As soon as we crossed the bridge and pulled up into the parking lot, we heard the siren.  People started pouring out of the warehouse and pointing out into the bay, where a large waterspout was slowly moving towards the island. 

If you have never seen one, a waterspout is basically a tornado moving slowly over water, and the column appears to be completely full of water.  Technically, there are two kinds of waterspouts:  Tornadic waterspouts are real tornados and can do incredible amounts of damage.  Non-Tornadic waterspouts are smaller, have winds less than 60 mph, and can form on clear days.  Hundreds of the smaller ones form on the Gulf Coast every year, most of which do little or no damage during their usually thirty-minute lifespan.

This benign description of a non-tornadic waterspout reminds me of the words of Max Stanley, the great test pilot for Northrop Aviation.  "The Piper Cub is the safest airplane in the world; it can just barely kill you."

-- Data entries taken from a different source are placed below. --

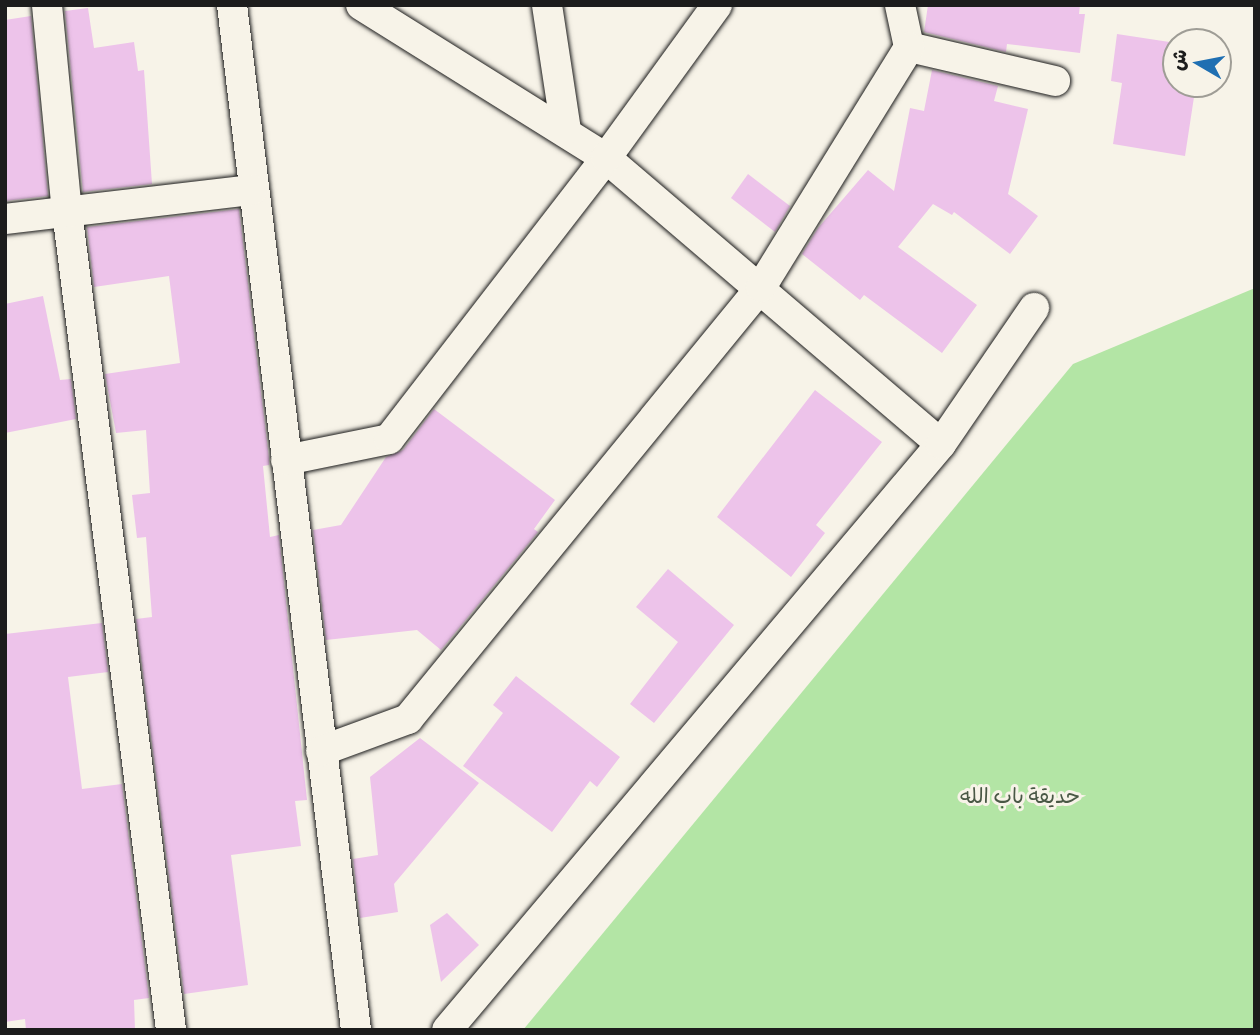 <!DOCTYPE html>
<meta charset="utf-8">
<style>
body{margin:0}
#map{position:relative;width:1260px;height:1035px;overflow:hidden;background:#f7f3e8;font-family:"Patrick Hand","Playpen Sans Arabic",sans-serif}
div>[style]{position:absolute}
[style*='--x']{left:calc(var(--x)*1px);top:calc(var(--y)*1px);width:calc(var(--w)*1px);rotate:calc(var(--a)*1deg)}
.green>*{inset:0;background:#b3e5a5}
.building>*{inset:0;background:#edc3ea}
.roads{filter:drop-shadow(0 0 2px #1c1c1c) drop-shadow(0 0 2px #1c1c1c)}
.street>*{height:30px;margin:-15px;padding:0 15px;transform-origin:15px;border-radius:15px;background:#f7f3e8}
span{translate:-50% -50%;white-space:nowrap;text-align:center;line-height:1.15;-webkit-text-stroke:6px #f7f3e8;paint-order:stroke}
.park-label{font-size:21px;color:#495845}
.frame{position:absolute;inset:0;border:7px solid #1c1c1c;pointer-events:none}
.north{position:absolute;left:1162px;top:28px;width:70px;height:70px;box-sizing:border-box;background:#f7f3e8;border:2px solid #9f9d96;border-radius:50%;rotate:280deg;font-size:19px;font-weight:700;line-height:28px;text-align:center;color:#1c1c1c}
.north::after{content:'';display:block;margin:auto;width:24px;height:32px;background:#1f6fb2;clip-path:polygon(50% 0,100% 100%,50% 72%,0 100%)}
</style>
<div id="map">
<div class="green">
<div style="clip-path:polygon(1255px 288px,1255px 1030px,523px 1030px,1073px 364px)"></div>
</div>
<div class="building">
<div style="clip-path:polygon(928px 5px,1080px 5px,1079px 14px,1085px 14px,1080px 53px,1007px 44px,1006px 52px,924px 32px)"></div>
<div style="clip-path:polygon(88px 8px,94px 48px,134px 42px,138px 71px,144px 70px,152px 184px,83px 192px,65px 11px)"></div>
<div style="clip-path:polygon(31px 16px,48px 196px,5px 201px,5px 20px)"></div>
<div style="clip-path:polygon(1117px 34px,1176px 43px,1176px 84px,1196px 84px,1185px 156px,1113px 144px,1122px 83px,1111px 81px)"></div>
<div style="clip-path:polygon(932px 70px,998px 86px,994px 101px,1028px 109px,1008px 194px,1038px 216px,1010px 254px,954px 212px,952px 215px,933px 204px,898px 247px,977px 305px,942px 353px,864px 295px,860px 300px,802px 254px,818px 228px,868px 170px,894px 191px,910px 108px,924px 111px)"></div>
<div style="clip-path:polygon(748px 174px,790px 206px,775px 232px,731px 198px)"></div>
<div style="clip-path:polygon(239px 209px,269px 458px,269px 465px,263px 466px,270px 537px,279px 535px,307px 800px,295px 801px,301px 846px,231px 855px,248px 985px,184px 994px,136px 619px,152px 617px,146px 537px,137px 538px,132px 495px,150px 493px,146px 430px,116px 433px,105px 374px,180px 363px,169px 276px,94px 287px,87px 227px)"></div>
<div style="clip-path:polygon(43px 296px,60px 380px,71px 379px,76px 419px,5px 433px,5px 304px)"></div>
<div style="clip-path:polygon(815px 390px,882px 442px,816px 525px,825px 533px,791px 577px,717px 517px)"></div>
<div style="clip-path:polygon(434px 409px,555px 500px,534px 529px,538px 532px,441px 650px,417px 630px,326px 640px,313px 530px,341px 525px,386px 457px,403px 450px)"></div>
<div style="clip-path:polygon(668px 569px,734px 625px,654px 723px,630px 704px,678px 642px,636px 607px)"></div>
<div style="clip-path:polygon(102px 623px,108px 672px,68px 677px,82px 789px,122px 784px,149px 998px,134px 1000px,135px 1030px,26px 1030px,25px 1019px,5px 1022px,5px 634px)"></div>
<div style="clip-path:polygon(516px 676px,620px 757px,597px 787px,590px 781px,552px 832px,463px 766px,503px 713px,493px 705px)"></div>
<div style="clip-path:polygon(420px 738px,479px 783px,394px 884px,398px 912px,360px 918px,353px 859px,378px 855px,370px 777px)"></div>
<div style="clip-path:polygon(447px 913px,479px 945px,441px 982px,430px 925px)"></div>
</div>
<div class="roads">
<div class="street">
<div style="--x:47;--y:5;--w:207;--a:84.5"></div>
<div style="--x:67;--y:211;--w:826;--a:82.76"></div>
<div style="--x:232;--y:5;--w:1032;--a:83.1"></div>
<div style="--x:361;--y:5;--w:289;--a:32"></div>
<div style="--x:606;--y:158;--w:440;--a:40.5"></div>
<div style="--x:547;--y:5;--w:126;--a:81.4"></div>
<div style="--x:900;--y:5;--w:43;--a:77.9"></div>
<div style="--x:909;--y:47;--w:150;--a:13.1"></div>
<div style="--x:5;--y:219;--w:249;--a:-6.7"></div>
<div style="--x:286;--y:460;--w:105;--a:-11.5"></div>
<div style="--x:389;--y:439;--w:355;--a:-52.3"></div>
<div style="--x:606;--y:158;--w:189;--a:-54"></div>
<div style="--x:321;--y:751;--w:93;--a:-20.2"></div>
<div style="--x:408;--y:719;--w:558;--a:-50.75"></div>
<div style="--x:761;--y:287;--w:282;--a:-58.3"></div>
<div style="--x:447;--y:1030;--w:766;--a:-49.87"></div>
<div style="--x:941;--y:444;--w:165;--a:-55.6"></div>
</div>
</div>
<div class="park-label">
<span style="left:1020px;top:796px">حديقة باب الله</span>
</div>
<div class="frame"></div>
<div class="north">ش</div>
</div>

The waterspout that day was indeed a non-tornadic waterspout.  And as far as the two dozen odd people gathered in that parking lot was concerned, it was a category 5 hurricane.  When they are that close, there are NO small tornadoes.  And in the brief few seconds while we were all absorbing this information, we suddenly heard the klaxon for the drawbridge.  Turning just slightly west, we sawthe bridge slowly raising until the movable section was pointing up, sort of a personal obscene salute.

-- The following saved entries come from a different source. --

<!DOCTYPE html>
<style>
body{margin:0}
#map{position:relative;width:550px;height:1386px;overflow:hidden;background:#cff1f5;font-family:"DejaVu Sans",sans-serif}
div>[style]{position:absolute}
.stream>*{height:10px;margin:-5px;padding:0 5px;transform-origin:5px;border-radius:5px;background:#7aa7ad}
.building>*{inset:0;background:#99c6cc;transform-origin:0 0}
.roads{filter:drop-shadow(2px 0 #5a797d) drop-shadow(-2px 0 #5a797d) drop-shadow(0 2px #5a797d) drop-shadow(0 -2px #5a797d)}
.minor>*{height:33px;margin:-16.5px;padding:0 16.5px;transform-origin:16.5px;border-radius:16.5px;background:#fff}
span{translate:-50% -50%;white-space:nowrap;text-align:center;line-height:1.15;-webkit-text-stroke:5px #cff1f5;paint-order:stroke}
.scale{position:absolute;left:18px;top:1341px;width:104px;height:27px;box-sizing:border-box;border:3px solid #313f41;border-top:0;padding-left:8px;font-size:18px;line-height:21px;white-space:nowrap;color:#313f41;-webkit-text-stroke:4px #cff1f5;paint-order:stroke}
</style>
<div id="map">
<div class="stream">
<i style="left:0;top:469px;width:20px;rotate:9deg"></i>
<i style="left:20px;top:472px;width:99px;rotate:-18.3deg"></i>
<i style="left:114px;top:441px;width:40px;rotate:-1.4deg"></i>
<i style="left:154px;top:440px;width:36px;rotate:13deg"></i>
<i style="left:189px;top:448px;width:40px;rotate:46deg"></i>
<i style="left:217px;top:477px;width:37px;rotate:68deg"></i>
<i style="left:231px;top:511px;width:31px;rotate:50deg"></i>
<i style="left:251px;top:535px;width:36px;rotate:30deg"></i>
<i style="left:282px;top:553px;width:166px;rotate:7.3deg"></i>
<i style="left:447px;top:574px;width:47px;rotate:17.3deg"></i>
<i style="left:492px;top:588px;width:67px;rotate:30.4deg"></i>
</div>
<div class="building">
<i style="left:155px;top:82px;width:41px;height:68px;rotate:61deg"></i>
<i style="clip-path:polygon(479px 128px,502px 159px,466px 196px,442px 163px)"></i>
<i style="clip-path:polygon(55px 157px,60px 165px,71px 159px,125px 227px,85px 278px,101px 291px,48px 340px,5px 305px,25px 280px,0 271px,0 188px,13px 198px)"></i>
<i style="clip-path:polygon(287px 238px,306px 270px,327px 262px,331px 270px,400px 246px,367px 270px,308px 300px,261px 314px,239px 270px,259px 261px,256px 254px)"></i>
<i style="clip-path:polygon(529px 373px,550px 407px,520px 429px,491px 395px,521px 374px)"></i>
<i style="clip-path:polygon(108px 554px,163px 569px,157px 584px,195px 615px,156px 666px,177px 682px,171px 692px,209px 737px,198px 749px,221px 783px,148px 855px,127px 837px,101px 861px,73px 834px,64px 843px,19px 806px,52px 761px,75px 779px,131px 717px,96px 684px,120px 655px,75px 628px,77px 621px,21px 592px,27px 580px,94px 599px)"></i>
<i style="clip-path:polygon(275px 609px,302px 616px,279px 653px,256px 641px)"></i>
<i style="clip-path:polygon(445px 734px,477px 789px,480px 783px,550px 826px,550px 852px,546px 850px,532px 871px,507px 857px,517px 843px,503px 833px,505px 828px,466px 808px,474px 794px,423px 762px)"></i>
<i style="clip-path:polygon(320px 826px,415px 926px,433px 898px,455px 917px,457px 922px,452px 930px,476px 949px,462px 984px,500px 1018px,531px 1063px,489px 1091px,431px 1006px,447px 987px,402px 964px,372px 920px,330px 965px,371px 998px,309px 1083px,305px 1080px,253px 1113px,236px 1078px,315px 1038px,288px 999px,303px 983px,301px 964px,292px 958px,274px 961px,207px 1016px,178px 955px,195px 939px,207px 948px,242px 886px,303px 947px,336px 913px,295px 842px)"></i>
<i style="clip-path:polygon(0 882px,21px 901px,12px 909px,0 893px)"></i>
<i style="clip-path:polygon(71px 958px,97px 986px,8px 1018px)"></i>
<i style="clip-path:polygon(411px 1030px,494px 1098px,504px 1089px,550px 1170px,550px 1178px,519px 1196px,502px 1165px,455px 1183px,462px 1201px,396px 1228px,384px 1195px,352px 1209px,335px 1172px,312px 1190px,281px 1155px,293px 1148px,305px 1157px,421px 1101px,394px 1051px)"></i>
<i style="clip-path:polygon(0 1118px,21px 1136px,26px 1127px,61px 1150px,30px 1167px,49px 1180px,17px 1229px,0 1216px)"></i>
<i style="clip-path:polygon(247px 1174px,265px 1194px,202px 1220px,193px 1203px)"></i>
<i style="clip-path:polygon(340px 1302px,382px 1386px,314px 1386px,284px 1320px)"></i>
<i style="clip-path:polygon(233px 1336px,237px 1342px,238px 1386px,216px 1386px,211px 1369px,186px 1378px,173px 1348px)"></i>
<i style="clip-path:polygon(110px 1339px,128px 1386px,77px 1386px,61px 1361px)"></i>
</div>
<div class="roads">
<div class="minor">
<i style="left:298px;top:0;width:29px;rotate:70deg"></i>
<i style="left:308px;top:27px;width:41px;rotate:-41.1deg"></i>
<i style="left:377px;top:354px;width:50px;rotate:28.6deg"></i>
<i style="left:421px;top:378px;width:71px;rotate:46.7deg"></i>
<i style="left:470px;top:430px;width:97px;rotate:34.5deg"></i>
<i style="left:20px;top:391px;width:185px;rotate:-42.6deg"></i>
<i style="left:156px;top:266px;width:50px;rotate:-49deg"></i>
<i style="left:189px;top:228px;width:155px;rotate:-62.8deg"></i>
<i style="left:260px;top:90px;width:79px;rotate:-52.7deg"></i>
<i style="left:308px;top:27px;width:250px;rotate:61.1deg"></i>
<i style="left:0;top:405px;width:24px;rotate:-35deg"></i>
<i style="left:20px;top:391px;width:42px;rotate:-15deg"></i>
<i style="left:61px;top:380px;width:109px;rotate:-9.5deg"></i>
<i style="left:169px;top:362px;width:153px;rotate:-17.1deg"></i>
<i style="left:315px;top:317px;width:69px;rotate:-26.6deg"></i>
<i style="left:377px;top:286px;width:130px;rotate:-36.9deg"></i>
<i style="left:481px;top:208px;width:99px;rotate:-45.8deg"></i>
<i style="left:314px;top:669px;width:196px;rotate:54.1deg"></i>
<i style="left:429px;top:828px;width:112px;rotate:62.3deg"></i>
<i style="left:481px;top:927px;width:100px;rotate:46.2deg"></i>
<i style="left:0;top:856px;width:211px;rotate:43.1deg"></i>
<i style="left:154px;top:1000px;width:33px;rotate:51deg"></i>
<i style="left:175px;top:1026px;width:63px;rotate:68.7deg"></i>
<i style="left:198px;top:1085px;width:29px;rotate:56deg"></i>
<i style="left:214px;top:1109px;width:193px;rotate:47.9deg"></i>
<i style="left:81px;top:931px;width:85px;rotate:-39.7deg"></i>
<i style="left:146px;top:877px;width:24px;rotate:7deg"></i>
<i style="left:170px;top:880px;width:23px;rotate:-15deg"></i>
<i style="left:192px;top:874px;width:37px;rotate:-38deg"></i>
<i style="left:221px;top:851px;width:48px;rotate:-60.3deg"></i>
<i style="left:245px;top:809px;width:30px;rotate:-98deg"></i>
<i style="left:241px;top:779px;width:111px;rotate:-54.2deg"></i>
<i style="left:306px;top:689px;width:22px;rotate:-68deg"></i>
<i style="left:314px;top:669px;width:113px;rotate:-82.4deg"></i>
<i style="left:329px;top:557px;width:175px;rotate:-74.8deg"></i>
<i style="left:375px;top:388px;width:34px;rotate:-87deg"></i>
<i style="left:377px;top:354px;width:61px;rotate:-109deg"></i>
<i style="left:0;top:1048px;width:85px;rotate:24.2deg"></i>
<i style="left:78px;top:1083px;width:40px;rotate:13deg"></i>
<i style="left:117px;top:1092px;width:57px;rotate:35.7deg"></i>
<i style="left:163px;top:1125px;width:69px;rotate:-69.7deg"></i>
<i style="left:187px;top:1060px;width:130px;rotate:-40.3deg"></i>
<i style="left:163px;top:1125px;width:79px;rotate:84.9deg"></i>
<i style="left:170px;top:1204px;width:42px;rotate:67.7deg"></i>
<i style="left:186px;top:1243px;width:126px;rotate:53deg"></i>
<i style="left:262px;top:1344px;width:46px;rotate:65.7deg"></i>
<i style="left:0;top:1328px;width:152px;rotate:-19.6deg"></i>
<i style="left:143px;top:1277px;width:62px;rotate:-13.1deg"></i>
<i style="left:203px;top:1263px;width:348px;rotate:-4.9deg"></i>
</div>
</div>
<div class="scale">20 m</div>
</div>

There is, of course, a reason why drawbridges are raised during storms.  If the bridge is damaged while it is down, the ships in the channel could be blocked for months.  The flip side is that if the bridge is up during a tornado, the people on the island are screwed.  All of the people in that parking lot—now stranded on a relatively small island (myself included)—ran into the warehouse for safety.

As safe places go, a warehouse full of scrap metal is probably about as safe as trying to suck start a shotgun.  We all just stood there looking at the pipes, angles irons, and piles of sheet metal.  In case of an actual tornado, this place was full of exactly the kind of crap you don’t want to be near when things start flying around.  By comparison, Sharknado is tame.

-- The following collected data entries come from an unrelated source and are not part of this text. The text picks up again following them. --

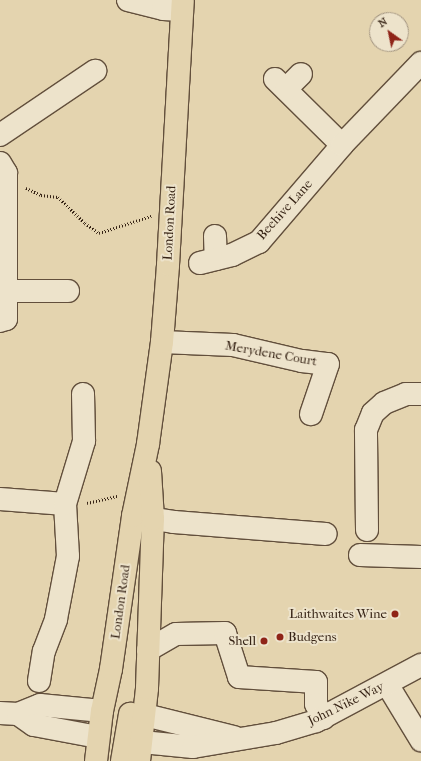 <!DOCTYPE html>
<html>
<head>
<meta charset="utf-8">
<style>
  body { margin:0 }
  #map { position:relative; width:421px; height:761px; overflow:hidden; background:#e4d4af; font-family:"IM FELL French Canon",serif }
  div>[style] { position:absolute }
  .path>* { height:2.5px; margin-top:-1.25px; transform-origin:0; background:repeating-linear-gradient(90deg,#362315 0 1px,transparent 0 3px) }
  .roads { filter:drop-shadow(1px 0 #624f3c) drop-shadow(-1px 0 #624f3c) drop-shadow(0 1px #624f3c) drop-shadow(0 -1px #624f3c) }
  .minor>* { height:22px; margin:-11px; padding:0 11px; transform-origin:11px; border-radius:11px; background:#ede3cb }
  .major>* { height:22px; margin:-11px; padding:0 11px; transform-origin:11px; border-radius:11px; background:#e4d4af }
  .dots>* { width:11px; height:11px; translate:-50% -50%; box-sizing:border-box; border:2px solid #ede3cb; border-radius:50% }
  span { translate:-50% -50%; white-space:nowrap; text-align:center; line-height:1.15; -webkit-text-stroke:4px #ede3cb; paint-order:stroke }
  .street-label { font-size:13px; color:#362315 }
  .poi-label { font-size:13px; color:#362315 }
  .right { translate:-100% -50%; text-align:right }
  .left { translate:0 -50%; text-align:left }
  .north { position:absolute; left:369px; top:12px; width:40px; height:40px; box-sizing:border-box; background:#ede3cb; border:1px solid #a49682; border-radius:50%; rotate:327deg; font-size:11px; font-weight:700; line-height:16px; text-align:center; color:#362315 }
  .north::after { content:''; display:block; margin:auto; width:14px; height:18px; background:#8f2418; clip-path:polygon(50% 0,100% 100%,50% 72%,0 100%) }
</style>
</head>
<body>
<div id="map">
  <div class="path">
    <i style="left:26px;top:188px;width:17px;rotate:25deg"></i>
    <i style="left:41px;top:195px;width:17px;rotate:7deg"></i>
    <i style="left:58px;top:197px;width:37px;rotate:44deg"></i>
    <i style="left:85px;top:223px;width:17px;rotate:36deg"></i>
    <i style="left:99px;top:233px;width:55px;rotate:-18.1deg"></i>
    <i style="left:87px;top:503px;width:31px;rotate:-13deg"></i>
  </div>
  <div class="roads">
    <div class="minor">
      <i style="left:128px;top:0;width:36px;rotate:14deg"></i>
      <i style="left:163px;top:9px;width:19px;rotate:3deg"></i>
      <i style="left:275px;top:79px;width:94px;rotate:44.6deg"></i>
      <i style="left:286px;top:89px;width:21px;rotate:-45deg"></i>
      <i style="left:0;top:135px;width:115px;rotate:-34deg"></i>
      <i style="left:0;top:163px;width:12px;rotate:59deg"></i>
      <i style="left:6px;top:173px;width:146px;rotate:90deg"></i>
      <i style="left:6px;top:319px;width:6px;rotate:162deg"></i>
      <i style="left:215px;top:236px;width:23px;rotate:88deg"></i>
      <i style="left:200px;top:263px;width:33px;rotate:-14deg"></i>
      <i style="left:232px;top:255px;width:30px;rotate:-26deg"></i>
      <i style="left:259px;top:242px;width:128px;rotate:-49.4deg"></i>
      <i style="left:342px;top:145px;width:114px;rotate:-46.1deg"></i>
      <i style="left:6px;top:291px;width:62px"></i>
      <i style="left:162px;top:342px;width:71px;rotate:2.4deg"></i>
      <i style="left:233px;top:345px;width:71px;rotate:13.1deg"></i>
      <i style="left:302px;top:361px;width:26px;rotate:7deg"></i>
      <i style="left:328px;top:364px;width:53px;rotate:108.8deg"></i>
      <i style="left:0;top:499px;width:65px;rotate:4.4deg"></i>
      <i style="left:134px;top:516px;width:40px;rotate:8.5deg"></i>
      <i style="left:174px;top:522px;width:152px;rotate:4.5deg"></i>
      <i style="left:367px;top:530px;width:100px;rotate:-90.6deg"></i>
      <i style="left:366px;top:430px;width:18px;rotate:-68deg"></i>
      <i style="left:373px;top:413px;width:15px;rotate:-42deg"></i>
      <i style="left:384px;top:403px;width:24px;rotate:-22deg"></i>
      <i style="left:406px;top:394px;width:15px"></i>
      <i style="left:360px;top:555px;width:61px;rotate:1.9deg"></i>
      <i style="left:148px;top:650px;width:32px;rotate:-30deg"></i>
      <i style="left:176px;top:634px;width:49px;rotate:-1.2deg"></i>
      <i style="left:225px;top:633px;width:46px;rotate:72.3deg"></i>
      <i style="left:239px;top:677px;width:77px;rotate:3.7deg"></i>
      <i style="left:316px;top:682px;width:22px;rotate:90deg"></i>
      <i style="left:316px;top:704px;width:16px;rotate:63deg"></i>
      <i style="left:39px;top:681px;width:30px;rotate:-81deg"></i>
      <i style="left:44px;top:651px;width:34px;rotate:-69deg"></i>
      <i style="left:56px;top:619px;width:64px;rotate:-79.2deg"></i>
      <i style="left:68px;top:556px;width:52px;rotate:-93.3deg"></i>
      <i style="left:65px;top:504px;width:66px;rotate:-73.2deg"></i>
      <i style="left:84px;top:441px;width:47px;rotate:-91.2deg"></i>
      <i style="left:387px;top:684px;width:66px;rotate:58.7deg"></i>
      <i style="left:0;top:713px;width:18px;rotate:3deg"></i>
      <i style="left:18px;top:714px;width:24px;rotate:-22deg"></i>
      <i style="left:40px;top:705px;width:62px;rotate:5.5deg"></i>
      <i style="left:18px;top:714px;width:19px;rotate:35deg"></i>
      <i style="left:34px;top:725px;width:65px;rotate:10.6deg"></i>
      <i style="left:145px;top:715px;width:92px;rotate:13.9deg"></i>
      <i style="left:142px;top:742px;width:51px;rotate:5.6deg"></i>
      <i style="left:193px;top:747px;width:84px;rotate:-9.6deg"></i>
      <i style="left:276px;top:733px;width:42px;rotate:-16.7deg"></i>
      <i style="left:316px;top:721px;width:119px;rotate:-28.1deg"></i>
    </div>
    <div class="major">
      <i style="left:96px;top:761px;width:50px;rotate:-83.2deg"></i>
      <i style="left:102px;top:711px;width:43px;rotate:-77.9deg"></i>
      <i style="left:111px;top:669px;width:155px;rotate:-81.8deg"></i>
      <i style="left:133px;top:516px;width:74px;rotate:-78.2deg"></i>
      <i style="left:148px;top:444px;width:103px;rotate:-82.2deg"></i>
      <i style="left:162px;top:342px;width:77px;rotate:-85.5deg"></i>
      <i style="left:168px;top:265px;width:265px;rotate:-86.8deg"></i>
      <i style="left:122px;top:761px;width:48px;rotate:-80.3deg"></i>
      <i style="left:139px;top:761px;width:73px;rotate:-83.7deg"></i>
      <i style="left:147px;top:688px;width:169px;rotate:-88deg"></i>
      <i style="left:153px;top:519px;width:48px;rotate:-93.6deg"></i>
    </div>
  </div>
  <div class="dots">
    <i style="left:395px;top:614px;background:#8f2418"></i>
    <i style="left:280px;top:637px;background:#8f2418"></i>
    <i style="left:264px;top:641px;background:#8f2418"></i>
  </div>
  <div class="street-label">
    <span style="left:285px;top:210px;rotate:-48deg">Beehive Lane</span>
    <span style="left:170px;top:223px;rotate:-87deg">London Road</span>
    <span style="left:271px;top:354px;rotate:10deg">Merydene Court</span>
    <span style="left:121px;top:602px;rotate:-82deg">London Road</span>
    <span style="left:346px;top:704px;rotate:-26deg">John Nike Way</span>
  </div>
  <div class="poi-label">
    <span class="right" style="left:387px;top:614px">Laithwaites Wine</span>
    <span class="left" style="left:288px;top:637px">Budgens</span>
    <span class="right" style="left:256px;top:641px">Shell</span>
  </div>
  <div class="north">N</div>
</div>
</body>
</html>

Note:  In hindsight, there was a remarkably safe place to go:  Probably few places on earth make a better storm cellar than a large metal submarine, even one dragged up onto a sand bar.  Not one of those present thought of that option, possibly because in the average lifetime, never once has your brain said, “I know what to do!  Go jump into the submarine!”  If your brain has said this to you, you live a very strange life.

Trapped like rats in a metal abattoir, we just stood there listening to the coming tornado.  On television, there is always some slack jawed hillbilly saying the tornado that squashed his trailer sounded like a train.  This is incorrect.  It sounds like two trains!  Fucking.

The metal warehouse rattled, the wind howled, pieces of corrugated roofing material began to peel back from the warehouse, and the noise was deafening… Then the tornado passed by and within seconds, it was very quiet.  Until we heard the klaxon. 

Everyone ran back out of the warehouse and stood and watched as the drawbridge being lowered.  Looking to the east, we could see the waterspout wandering across the bay.  We should have all turned in the direction of the bridge controller and “saluted!"

I’ve never been back to Pelican Island.  If they finish that new bridge, and it isn’t a drawbridge, I’m ready to go back.

1 comment:

  1. There are places like that in the world. I do love the way people find some of the most inhospitable places and then wonder why they are so miserable there.